The GCHQ was quick to respond to the allegations and issued a rare public statement describing the claims as "utterly ridiculous".

The Russian government has rejected an accusation by U.S. intelligence agencies that it worked to influence the election in Trump's favor by hacking computer systems, among other methods.

Speaking on Premier's News Hour, Simon Barrett said: "He's having domestic problems at the moment in trying to enforce his travel ban, so he's wanting to come out and say "I'm under fire, I'm under attack, this is the Establishment working against me, I can't put my policies in place".

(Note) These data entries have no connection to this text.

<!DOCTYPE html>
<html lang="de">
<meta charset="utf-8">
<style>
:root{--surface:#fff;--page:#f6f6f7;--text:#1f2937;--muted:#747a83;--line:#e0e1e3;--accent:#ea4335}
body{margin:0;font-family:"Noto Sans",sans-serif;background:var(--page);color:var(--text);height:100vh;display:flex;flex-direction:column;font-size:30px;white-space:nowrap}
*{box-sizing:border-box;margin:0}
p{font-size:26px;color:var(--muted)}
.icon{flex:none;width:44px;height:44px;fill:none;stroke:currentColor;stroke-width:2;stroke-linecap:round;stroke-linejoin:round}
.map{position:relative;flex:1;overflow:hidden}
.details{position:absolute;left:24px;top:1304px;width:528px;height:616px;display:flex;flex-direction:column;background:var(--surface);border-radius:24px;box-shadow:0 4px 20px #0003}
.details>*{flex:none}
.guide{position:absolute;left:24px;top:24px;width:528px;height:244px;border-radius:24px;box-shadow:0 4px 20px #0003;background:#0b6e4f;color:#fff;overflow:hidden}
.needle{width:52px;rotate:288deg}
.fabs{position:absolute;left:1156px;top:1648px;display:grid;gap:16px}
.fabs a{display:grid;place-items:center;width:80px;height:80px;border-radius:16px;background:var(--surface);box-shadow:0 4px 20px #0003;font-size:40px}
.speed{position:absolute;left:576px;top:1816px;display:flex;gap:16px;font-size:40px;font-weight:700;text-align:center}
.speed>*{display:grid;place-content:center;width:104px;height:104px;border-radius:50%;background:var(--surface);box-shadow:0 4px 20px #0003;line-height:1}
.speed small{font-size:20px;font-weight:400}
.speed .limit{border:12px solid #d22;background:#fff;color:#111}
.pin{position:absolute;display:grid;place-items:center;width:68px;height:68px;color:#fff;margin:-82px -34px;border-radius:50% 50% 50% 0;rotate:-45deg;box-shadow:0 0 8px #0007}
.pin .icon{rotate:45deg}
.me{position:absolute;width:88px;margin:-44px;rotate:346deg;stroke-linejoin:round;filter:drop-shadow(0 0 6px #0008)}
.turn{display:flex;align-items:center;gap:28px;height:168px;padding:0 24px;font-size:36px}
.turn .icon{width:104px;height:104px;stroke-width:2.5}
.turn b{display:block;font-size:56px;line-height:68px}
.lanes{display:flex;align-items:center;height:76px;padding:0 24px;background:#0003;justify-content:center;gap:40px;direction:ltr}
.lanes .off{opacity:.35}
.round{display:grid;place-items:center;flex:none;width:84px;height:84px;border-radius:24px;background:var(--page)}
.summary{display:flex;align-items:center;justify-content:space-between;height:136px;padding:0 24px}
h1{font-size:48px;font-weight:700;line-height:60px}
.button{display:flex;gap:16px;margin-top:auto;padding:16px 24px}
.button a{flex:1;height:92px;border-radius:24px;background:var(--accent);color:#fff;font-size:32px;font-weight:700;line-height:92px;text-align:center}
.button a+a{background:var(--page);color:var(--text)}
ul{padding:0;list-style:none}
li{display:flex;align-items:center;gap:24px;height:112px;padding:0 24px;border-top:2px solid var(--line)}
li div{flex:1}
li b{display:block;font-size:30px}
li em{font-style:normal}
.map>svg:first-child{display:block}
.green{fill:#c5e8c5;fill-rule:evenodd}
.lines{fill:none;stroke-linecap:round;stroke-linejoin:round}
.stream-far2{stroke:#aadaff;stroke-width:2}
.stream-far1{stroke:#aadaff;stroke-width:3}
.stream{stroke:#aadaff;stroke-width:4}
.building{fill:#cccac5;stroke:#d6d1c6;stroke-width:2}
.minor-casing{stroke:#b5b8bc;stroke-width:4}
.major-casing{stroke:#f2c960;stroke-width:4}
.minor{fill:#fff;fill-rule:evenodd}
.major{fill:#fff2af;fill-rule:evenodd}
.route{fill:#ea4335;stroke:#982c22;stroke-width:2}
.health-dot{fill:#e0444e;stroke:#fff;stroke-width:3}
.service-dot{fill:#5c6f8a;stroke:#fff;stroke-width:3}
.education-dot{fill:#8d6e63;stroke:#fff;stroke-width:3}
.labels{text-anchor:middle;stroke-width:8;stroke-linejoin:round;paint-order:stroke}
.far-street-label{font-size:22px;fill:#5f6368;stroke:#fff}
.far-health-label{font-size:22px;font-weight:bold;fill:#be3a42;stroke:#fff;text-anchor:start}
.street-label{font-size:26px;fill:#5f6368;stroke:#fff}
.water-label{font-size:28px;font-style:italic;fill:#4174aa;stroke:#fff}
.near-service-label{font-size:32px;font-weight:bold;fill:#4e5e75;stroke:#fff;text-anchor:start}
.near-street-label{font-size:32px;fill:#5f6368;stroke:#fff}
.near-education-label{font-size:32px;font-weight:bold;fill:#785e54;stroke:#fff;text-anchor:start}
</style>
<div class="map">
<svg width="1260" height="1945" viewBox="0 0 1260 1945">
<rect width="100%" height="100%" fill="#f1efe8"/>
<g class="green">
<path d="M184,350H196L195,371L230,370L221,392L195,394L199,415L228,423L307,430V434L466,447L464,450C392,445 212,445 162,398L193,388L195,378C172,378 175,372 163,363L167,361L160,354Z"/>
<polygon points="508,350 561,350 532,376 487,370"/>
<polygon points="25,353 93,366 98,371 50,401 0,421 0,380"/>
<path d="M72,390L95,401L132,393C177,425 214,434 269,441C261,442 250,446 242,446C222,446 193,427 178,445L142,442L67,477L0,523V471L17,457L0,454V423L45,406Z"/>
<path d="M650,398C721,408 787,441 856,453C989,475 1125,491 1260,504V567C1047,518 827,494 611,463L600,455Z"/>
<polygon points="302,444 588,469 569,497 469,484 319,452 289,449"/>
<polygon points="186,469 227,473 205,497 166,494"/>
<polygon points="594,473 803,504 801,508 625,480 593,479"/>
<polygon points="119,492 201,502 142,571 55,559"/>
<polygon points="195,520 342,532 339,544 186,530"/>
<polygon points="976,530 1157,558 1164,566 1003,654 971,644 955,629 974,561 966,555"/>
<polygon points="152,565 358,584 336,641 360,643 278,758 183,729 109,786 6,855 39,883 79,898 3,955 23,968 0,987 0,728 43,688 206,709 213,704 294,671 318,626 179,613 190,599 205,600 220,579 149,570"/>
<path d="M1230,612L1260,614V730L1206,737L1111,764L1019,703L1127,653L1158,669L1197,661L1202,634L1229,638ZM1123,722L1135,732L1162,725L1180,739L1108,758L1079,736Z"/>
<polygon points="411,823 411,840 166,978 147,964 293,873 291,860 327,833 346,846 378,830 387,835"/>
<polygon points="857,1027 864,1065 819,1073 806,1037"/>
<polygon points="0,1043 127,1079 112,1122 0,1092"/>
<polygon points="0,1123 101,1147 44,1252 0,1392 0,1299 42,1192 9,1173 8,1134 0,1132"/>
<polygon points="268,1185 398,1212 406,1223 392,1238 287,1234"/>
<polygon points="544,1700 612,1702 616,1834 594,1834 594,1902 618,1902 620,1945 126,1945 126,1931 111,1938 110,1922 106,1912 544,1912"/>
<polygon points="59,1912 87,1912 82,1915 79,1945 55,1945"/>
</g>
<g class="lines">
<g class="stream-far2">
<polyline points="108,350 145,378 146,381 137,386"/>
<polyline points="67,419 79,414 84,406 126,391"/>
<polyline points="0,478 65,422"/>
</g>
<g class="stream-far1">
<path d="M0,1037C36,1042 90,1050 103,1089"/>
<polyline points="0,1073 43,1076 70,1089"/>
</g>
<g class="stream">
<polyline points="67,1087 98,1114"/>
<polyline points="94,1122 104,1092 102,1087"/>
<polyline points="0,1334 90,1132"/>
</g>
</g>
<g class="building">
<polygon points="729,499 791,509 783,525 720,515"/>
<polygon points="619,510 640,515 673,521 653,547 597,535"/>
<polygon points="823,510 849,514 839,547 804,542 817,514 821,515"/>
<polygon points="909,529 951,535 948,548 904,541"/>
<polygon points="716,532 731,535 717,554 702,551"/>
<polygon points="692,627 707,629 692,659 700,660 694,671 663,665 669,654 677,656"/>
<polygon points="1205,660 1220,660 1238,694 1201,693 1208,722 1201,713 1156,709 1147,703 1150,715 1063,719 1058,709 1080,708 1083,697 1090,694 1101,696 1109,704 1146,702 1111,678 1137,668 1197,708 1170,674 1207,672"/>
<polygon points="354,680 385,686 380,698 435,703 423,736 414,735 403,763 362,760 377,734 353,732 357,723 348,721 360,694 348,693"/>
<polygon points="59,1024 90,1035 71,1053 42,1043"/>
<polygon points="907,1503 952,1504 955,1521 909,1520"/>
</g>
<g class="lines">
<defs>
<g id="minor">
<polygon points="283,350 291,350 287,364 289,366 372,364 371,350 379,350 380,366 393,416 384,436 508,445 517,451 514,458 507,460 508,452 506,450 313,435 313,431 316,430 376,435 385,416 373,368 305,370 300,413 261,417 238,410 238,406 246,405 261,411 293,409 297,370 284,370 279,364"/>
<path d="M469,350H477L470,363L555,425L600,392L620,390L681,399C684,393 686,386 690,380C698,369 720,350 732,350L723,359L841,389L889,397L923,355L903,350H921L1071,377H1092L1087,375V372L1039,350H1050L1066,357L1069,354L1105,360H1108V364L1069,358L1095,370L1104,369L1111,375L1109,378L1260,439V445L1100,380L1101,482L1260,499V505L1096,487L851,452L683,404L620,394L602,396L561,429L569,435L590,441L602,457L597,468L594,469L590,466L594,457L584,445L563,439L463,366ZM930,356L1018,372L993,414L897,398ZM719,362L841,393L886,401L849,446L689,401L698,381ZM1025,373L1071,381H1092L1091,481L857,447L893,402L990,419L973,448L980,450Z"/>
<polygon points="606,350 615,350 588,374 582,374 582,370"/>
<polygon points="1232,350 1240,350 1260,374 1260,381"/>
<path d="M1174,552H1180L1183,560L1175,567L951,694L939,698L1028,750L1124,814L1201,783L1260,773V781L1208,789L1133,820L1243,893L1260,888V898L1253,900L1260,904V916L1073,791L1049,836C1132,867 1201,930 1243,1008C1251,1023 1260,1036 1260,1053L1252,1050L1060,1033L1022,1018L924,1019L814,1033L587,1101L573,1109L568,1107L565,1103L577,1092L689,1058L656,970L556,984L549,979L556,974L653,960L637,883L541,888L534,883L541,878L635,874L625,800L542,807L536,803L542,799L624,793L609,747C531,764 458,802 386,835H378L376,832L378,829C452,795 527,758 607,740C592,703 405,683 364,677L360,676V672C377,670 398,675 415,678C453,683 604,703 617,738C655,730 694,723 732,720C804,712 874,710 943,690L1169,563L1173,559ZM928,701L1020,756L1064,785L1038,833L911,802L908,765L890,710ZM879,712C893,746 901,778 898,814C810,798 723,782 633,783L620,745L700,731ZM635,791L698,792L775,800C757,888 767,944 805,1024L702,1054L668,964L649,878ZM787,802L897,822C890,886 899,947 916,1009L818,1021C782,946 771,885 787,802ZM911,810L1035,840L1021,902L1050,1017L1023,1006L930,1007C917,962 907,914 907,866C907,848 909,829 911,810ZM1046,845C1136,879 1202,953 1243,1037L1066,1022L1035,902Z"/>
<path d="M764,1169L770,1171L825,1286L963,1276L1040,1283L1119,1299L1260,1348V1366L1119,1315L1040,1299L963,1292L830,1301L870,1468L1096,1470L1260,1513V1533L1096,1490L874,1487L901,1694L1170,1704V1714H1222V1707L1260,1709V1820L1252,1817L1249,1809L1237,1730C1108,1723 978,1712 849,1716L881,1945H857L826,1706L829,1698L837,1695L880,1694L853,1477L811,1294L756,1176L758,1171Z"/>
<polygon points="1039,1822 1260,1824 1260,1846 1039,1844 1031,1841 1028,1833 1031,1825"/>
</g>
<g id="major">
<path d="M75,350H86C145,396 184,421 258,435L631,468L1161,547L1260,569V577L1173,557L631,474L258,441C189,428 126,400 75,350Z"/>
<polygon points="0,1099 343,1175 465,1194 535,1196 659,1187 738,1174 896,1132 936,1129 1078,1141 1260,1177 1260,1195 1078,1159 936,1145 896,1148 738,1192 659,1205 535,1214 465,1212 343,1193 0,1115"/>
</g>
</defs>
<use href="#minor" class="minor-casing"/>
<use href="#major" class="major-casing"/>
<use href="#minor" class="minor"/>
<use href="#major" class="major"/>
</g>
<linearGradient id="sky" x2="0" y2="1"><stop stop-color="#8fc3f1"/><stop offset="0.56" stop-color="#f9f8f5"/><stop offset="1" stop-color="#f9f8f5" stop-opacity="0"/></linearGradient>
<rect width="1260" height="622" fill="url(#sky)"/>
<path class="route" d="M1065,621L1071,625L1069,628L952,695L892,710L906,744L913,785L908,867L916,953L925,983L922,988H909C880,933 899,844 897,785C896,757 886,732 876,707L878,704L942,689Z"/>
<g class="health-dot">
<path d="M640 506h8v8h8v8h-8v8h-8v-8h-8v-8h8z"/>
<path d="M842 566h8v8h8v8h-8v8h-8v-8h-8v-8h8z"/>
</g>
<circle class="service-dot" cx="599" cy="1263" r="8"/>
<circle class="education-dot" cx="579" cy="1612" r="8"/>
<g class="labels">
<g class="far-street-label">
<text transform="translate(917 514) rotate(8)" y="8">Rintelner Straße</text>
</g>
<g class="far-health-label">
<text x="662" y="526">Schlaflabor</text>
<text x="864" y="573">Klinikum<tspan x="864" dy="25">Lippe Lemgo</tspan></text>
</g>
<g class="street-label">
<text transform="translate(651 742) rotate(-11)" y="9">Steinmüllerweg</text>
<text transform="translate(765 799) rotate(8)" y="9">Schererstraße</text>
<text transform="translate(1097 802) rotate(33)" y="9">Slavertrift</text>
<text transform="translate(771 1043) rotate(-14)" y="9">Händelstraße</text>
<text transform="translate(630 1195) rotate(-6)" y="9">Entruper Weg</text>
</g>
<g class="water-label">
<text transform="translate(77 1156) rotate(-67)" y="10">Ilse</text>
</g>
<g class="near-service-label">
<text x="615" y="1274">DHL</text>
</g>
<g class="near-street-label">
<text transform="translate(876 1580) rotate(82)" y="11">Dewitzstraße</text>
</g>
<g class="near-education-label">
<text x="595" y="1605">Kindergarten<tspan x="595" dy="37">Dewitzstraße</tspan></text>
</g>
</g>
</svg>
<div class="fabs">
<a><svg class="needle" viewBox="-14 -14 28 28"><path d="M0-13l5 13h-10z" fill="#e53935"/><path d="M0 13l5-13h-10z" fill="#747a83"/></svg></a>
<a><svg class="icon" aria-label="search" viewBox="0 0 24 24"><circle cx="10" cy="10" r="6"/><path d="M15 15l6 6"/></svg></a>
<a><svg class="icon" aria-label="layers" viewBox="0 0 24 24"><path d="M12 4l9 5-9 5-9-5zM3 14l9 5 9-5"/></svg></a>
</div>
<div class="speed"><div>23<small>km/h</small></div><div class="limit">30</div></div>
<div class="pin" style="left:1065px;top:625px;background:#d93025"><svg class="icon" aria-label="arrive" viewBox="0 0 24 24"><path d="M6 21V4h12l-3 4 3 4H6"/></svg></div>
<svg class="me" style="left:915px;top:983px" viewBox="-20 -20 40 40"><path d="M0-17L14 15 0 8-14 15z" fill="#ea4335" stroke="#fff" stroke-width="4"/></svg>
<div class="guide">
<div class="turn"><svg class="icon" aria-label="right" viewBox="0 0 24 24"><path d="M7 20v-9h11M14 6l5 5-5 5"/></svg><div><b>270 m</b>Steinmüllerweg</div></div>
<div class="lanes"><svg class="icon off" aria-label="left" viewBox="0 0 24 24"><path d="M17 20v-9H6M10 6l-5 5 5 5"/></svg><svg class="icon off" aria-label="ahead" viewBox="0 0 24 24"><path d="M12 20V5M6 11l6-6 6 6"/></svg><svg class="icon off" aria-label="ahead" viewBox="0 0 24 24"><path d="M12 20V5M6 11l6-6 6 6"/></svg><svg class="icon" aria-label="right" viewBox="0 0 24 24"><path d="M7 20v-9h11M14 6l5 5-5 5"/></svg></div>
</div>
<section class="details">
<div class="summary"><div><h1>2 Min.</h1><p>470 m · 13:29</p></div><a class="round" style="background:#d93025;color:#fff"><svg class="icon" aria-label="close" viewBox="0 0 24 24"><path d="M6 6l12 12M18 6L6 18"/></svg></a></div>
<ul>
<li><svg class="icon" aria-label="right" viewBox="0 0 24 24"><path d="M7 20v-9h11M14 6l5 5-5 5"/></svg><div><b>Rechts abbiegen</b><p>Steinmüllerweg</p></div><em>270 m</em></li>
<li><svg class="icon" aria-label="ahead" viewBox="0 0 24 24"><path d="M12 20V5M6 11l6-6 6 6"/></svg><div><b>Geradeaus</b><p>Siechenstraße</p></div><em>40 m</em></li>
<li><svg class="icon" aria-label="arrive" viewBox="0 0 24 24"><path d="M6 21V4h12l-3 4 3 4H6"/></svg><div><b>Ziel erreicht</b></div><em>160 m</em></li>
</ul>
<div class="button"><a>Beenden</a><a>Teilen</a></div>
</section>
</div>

"At least we have something in common, perhaps", Trump said during a joint news conference with Merkel.

While both Spicer and McMaster may have apologized to the British government, an apology to Obama may take longer.

On Monday, FBI Director James Comey is to testify before lawmakers on that and other issues relating to what United States intelligence says was Russian interference in the election.

Until the Fox interview, Trump dodged reporters' questions about the allegation.

Despite being one of Trump's most outspoken supporters and regularly mocking liberals as "snowflakes", Lahren told Hannity she isn't really sure of her stance on conservatism.